A análise de Krugman está completamente correta. A política orçamental tem de juntar-se à política monetária para estimular a economia, como também já disse o presidente do BCE, Mario Draghi. O arsenal que Draghi tem à sua disposição já não dispõe de muito mais munições. Mas esse estímulo da política orçamental teria de ser praticado sobretudo nos países do centro da Europa, com a Alemanha à cabeça, aumentando salários e a procura interna, o que estimularia as exportações dos países periféricos da zona euro.

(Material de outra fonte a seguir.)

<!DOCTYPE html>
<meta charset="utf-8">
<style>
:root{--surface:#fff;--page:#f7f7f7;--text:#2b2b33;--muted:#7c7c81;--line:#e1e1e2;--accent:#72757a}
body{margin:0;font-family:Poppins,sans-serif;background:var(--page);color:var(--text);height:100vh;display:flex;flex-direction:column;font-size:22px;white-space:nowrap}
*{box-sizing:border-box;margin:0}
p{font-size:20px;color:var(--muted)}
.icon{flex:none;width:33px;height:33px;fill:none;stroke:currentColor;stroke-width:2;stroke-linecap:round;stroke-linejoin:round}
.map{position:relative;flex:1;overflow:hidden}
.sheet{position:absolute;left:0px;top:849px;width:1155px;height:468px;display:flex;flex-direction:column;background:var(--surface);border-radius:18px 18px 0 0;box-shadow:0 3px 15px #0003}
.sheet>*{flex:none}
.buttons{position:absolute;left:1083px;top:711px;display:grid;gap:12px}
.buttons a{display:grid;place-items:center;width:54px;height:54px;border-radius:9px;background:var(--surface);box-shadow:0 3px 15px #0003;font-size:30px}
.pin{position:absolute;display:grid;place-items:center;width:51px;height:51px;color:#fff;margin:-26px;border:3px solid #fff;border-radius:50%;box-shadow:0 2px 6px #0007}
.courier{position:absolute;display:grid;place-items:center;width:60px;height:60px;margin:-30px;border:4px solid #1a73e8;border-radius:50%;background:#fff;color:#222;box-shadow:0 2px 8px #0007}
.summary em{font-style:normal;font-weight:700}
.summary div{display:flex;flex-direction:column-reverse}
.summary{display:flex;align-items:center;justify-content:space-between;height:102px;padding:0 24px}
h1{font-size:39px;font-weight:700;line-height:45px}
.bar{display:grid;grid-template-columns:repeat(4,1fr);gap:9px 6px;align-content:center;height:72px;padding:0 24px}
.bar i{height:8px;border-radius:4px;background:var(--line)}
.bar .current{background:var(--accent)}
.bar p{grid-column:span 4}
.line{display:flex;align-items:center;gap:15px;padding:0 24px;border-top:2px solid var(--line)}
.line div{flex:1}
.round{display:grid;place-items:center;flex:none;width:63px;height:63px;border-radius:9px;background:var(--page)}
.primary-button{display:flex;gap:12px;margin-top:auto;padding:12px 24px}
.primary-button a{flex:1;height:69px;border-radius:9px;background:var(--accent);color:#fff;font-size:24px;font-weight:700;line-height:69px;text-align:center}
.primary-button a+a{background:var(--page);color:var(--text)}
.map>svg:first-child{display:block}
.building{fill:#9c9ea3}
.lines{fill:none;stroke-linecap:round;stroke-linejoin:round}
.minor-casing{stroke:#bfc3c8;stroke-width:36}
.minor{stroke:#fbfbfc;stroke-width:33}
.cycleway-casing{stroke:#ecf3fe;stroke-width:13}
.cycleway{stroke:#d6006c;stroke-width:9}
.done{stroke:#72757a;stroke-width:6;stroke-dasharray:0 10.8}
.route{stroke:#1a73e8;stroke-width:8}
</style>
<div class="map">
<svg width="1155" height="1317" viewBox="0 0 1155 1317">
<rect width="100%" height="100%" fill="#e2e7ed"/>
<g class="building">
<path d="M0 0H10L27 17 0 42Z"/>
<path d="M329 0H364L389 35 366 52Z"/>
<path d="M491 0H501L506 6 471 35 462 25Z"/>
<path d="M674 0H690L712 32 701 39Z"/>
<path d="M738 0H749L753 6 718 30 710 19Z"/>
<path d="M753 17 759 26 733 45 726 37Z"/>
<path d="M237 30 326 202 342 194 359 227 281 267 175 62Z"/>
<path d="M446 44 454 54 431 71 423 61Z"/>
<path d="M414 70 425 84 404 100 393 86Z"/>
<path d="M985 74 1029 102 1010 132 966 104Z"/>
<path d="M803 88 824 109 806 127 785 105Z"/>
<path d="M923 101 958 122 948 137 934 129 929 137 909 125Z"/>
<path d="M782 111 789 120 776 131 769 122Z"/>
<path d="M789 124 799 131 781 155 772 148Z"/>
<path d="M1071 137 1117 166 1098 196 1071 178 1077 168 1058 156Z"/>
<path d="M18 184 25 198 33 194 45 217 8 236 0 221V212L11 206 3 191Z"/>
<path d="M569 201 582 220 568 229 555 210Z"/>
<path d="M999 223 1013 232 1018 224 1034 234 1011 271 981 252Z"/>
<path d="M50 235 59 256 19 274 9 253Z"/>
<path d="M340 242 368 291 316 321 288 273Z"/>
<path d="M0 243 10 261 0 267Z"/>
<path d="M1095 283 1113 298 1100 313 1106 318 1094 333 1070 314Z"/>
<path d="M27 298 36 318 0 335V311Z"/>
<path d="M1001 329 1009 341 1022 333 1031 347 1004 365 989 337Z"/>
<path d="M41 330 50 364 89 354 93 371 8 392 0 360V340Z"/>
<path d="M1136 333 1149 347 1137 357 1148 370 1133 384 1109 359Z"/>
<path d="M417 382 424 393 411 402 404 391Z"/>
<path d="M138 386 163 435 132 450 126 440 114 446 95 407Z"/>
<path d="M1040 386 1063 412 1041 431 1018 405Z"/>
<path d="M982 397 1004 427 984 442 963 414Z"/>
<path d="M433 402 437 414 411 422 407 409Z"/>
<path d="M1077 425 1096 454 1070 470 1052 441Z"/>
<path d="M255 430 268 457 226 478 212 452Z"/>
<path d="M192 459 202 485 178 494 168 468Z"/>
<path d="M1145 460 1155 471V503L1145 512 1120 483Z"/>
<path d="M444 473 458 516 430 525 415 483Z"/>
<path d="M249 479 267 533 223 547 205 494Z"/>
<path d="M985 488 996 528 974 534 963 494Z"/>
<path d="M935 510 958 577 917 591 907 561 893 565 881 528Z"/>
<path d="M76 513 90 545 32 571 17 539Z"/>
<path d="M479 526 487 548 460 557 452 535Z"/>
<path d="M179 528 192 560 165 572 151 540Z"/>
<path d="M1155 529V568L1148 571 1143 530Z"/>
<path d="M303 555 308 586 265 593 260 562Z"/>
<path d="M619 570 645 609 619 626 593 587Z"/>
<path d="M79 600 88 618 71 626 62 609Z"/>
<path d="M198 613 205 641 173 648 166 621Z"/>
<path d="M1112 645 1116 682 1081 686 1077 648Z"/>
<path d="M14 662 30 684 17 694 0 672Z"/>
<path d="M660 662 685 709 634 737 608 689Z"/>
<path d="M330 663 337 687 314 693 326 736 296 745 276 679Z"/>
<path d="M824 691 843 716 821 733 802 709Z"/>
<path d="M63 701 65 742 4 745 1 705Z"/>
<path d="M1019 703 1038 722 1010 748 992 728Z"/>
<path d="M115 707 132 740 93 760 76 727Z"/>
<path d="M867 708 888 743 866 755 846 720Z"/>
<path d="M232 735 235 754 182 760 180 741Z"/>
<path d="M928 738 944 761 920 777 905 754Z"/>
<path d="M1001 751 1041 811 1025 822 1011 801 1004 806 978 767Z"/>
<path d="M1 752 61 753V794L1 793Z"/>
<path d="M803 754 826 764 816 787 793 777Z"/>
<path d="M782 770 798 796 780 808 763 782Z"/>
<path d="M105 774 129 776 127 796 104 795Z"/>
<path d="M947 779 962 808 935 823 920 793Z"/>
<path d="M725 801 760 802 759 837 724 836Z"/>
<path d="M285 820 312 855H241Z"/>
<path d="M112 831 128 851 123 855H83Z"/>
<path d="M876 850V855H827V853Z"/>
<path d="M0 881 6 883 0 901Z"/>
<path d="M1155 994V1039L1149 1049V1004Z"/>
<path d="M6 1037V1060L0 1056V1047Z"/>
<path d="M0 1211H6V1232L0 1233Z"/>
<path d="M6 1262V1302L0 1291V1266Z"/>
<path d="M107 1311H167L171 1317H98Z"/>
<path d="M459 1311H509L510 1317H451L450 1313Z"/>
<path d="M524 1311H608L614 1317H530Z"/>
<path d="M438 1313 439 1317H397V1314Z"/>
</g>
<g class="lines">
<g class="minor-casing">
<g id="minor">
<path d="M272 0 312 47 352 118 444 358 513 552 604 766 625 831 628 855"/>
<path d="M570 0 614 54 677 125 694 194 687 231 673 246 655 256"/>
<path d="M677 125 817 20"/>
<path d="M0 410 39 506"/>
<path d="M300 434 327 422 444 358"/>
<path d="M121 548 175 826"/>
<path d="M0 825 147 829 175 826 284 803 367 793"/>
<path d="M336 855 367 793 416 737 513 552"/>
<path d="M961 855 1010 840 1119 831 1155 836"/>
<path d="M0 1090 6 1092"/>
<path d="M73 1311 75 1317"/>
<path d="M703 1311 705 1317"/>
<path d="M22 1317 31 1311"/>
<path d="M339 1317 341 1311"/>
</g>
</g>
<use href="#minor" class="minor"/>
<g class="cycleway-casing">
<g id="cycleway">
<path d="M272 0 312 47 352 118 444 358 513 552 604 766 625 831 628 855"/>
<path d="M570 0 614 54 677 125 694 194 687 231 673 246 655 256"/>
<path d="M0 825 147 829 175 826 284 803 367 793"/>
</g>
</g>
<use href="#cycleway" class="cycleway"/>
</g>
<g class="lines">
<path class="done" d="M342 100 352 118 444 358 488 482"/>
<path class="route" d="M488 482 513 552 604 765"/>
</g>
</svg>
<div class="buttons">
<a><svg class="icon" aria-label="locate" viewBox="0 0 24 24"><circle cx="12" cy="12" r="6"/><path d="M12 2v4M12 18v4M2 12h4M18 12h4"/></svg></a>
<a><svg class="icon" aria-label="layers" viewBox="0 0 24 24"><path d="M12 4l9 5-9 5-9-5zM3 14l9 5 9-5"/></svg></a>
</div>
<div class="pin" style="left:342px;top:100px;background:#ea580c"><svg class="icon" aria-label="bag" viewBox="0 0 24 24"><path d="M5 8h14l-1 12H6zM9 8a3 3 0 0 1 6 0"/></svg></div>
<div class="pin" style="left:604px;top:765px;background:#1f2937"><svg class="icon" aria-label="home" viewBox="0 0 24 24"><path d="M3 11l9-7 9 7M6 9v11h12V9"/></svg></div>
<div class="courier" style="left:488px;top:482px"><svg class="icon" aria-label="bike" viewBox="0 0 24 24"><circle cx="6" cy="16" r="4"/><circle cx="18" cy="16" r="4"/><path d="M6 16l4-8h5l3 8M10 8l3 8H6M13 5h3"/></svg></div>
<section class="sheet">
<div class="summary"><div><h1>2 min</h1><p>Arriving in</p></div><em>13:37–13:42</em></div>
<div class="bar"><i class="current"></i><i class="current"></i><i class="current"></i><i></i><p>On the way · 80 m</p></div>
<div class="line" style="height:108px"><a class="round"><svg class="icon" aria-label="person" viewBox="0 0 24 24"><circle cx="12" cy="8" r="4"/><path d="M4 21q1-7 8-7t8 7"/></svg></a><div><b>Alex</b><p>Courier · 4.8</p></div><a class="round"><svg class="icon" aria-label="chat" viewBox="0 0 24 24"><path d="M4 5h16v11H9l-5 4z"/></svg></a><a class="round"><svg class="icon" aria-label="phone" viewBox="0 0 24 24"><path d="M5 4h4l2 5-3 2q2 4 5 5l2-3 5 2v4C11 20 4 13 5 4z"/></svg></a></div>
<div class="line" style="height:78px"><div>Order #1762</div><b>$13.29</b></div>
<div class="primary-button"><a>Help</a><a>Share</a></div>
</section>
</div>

Infelizmente, a Comissão Europeia não está preocupada com os excedentes comerciais que a Alemanha tem vindo a acumular, mas apenas com os défices orçamentais dos países periféricos. É para estes que propõe sanções e dirige palavras duras. E é aqui que reside o erro de Krugman, quando pede que a Comissão relaxe um pouco e permita algum alívio na austeridade, mesmo nos países periféricos, para melhorar a vida das pessoas.

O erro de Krugman é pensar que a Comissão e o Eurogrupo estão apenas a carregar demais nas tintas. Não é o caso. O que está em cima da mesa é a leitura alemã da situação e a sua tese de que qualquer alívio (como, por exemplo, as eurobonds ou outras formas de mutualização da dívida) iria beneficiar os infratores, os que deixaram derrapar as contas públicas, os que foram despesistas e consumistas, os que viveram acima das suas possibilidades.

É esta leitura moralista alemã que está por trás de tudo o que faz e decide a Comissão e o Eurogrupo. Não é uma questão de apertar mais ou menos as regras. É uma orientação definida, aplicada milimetricamente e que é ainda mais rigorosa para países que tentam chegar mais ou menos aos mesmos resultados mas por outra via que não a definida por Bruxelas e pelo Eurogrupo, que passa sempre por cortes nos salários, reformas e pensões, por emagrecimento significativo do Estado social, por subida dos preços dos bens fornecidos pelas empresas públicas e por extensos programas de privatizações.

Não, Professor Krugman, a Comissão e o Eurogrupo não vão ouvir as suas palavras, porque não concordam consigo, mas sim com Wolfgang Schauble, o ministro alemão das Finanças. E a leitura que ele faz da atual situação é que houve uns que deixaram descontrolar as finanças públicas por erros próprios – e não por qualquer outra razão. Por isso, têm de ser punidos. Por isso, a Alemanha resistirá a qualquer política que lhe cheire minimamente a ajudar os que considera culpados da situação a que chegaram. Pelo contrário, há que punir, punir e continuar a punir até aprenderem. Por isso, as suas palavras serão levadas pelo vento, Professor Krugman. E o vento não vai na direção da Alemanha.